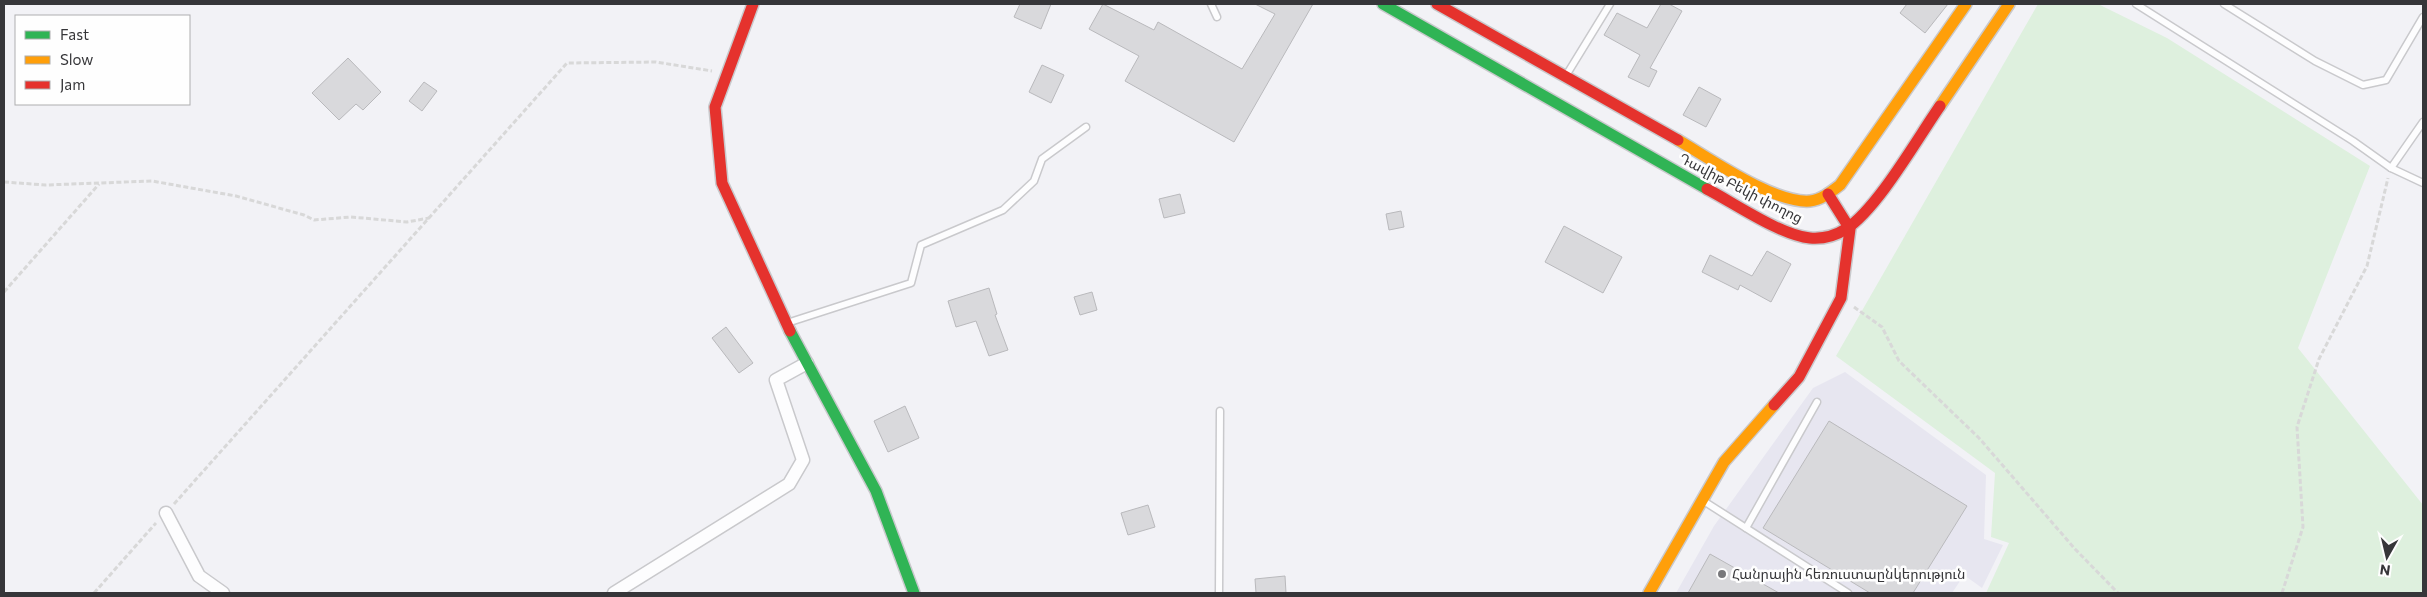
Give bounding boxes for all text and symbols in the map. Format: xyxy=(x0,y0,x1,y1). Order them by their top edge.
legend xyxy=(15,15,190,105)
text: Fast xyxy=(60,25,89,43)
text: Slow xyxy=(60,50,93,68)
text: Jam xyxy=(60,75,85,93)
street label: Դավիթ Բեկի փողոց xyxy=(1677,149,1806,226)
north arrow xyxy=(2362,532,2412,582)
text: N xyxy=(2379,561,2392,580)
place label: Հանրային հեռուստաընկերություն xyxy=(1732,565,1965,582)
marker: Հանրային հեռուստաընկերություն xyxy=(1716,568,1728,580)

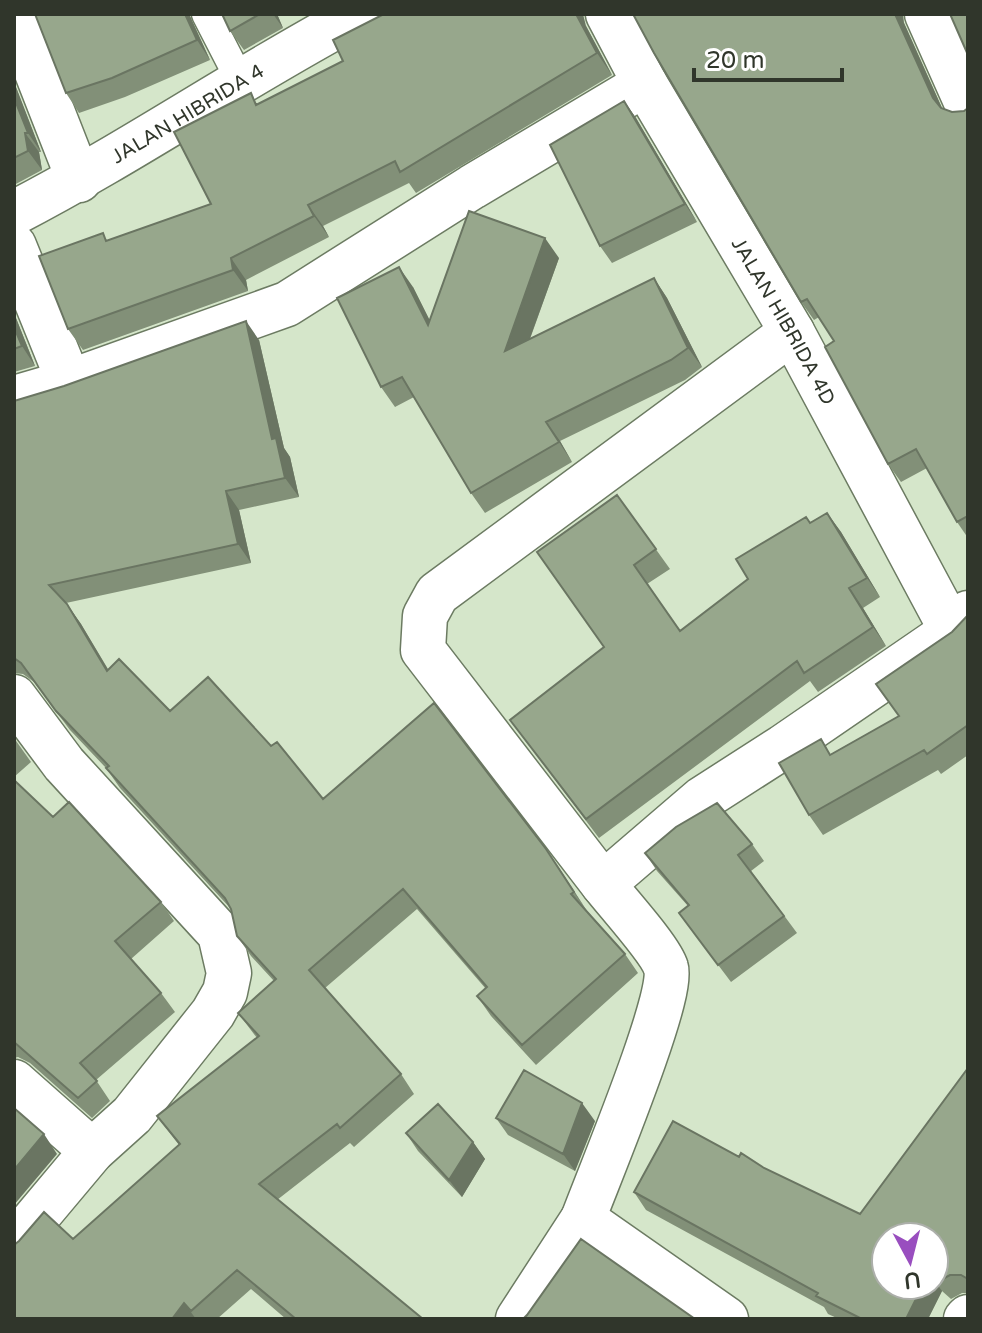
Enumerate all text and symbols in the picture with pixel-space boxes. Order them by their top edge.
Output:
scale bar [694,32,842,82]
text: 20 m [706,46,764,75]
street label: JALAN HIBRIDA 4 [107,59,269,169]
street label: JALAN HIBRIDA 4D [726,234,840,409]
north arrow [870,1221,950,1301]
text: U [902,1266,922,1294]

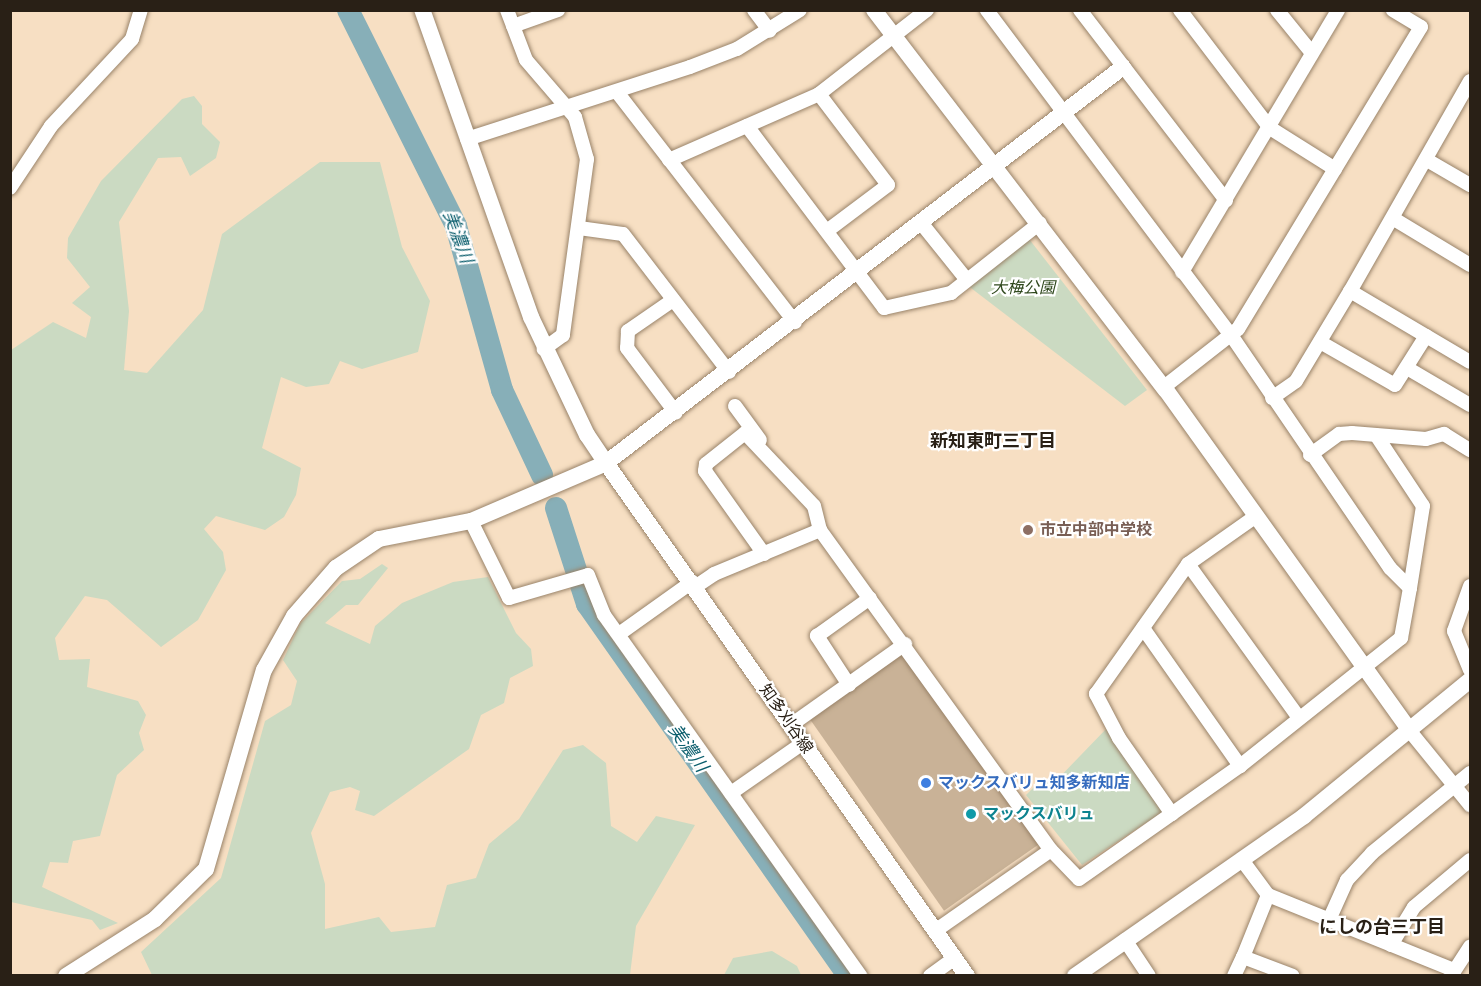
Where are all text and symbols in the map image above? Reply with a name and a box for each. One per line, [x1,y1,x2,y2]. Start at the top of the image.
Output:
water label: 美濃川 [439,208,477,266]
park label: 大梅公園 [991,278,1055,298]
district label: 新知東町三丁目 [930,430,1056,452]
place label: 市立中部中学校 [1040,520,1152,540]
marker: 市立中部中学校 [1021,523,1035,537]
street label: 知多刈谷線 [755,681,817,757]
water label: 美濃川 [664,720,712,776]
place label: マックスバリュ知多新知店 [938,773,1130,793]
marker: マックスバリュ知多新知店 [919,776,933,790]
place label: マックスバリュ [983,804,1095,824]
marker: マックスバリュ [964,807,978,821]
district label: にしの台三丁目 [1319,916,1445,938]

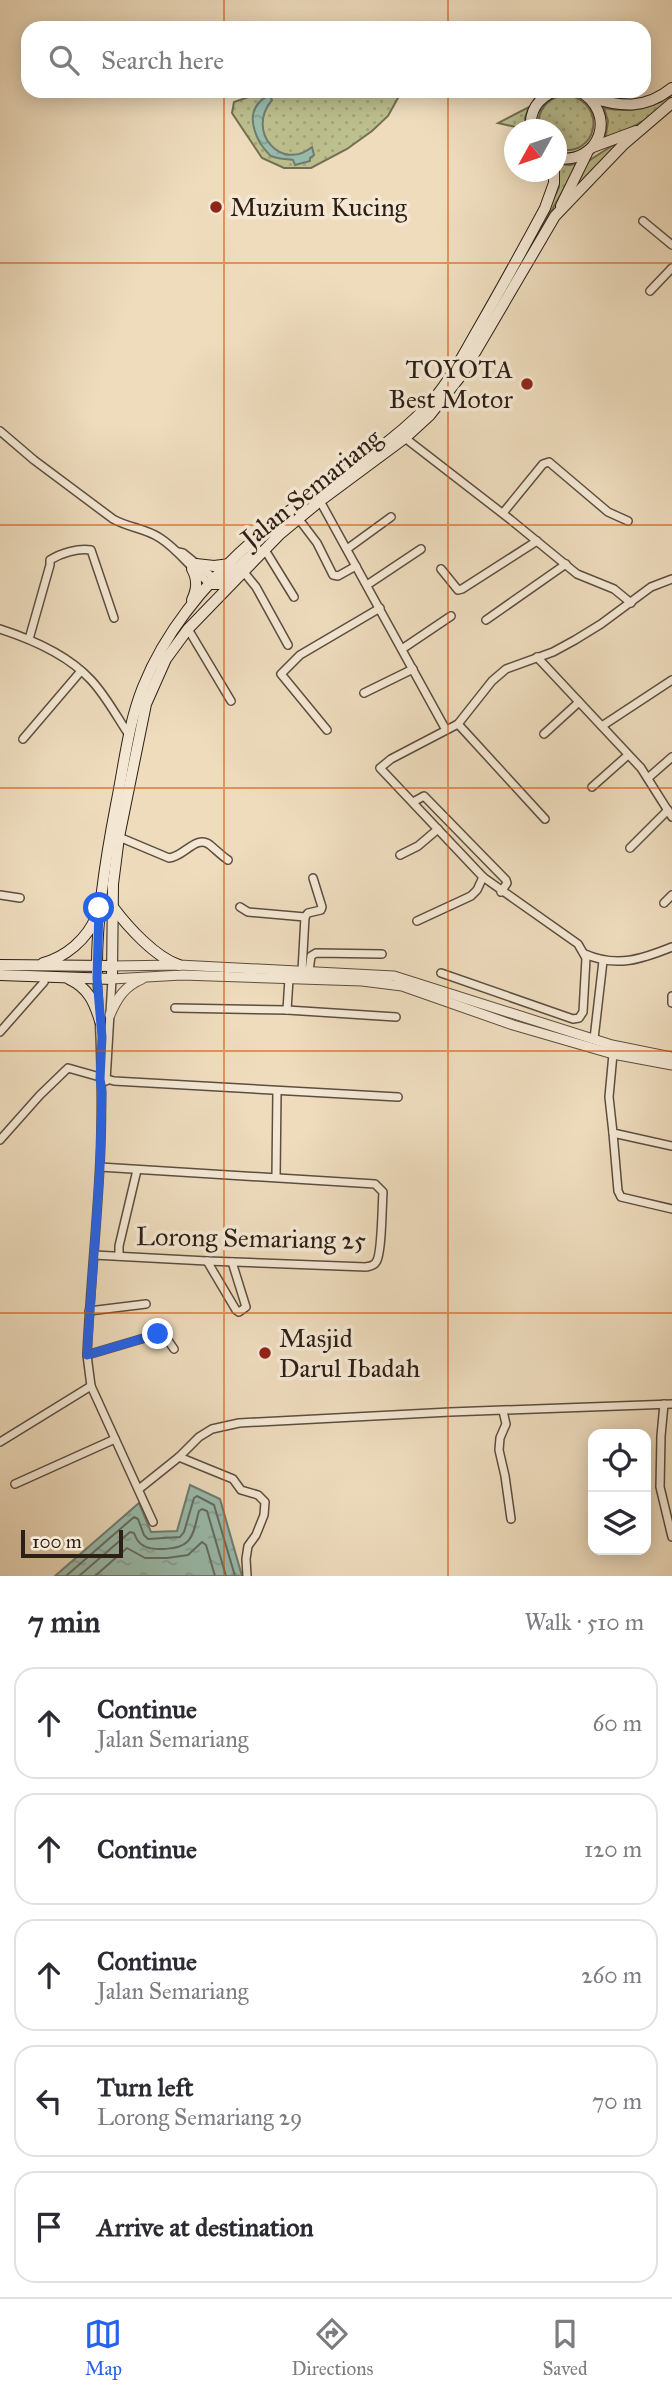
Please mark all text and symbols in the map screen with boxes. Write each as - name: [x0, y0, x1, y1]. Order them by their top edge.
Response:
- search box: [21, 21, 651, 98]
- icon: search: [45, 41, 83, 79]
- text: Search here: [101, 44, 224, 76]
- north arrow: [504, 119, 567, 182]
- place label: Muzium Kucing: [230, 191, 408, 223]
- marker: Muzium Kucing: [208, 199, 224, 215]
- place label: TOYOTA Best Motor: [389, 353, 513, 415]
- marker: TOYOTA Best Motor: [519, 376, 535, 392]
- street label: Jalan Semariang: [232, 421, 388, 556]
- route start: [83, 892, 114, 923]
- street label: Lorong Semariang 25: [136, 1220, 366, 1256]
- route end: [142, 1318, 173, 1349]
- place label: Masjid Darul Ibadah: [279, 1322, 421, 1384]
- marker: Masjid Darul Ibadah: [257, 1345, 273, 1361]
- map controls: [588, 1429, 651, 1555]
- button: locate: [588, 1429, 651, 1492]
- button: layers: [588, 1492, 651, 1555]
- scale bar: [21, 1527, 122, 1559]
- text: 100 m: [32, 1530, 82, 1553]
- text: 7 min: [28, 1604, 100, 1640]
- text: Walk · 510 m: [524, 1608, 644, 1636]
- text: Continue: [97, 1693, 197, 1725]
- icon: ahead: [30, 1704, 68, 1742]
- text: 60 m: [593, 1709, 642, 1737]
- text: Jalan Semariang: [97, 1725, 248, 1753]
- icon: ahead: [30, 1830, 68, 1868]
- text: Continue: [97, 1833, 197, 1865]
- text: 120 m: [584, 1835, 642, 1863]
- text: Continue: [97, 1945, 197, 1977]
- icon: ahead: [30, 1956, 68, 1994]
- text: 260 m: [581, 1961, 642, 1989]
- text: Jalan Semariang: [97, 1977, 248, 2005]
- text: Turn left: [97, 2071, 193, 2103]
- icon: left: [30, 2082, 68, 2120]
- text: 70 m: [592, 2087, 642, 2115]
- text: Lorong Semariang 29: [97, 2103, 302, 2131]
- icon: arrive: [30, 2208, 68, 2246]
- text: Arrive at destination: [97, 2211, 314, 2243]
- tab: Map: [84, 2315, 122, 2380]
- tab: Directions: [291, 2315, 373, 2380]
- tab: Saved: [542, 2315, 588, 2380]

====

## What the task requires
Copy every line from the data that includes the string "each".

## Solution for this exercise
Where are all text and symbols in the map image above? Reply with a name and a box for each. One per line, [x1,y1,x2,y2]. Start at the top of the image.
Please mark all text and symbols in the map screen with boxes. Write each as - name: [x0, y0, x1, y1]. Order them by their top edge.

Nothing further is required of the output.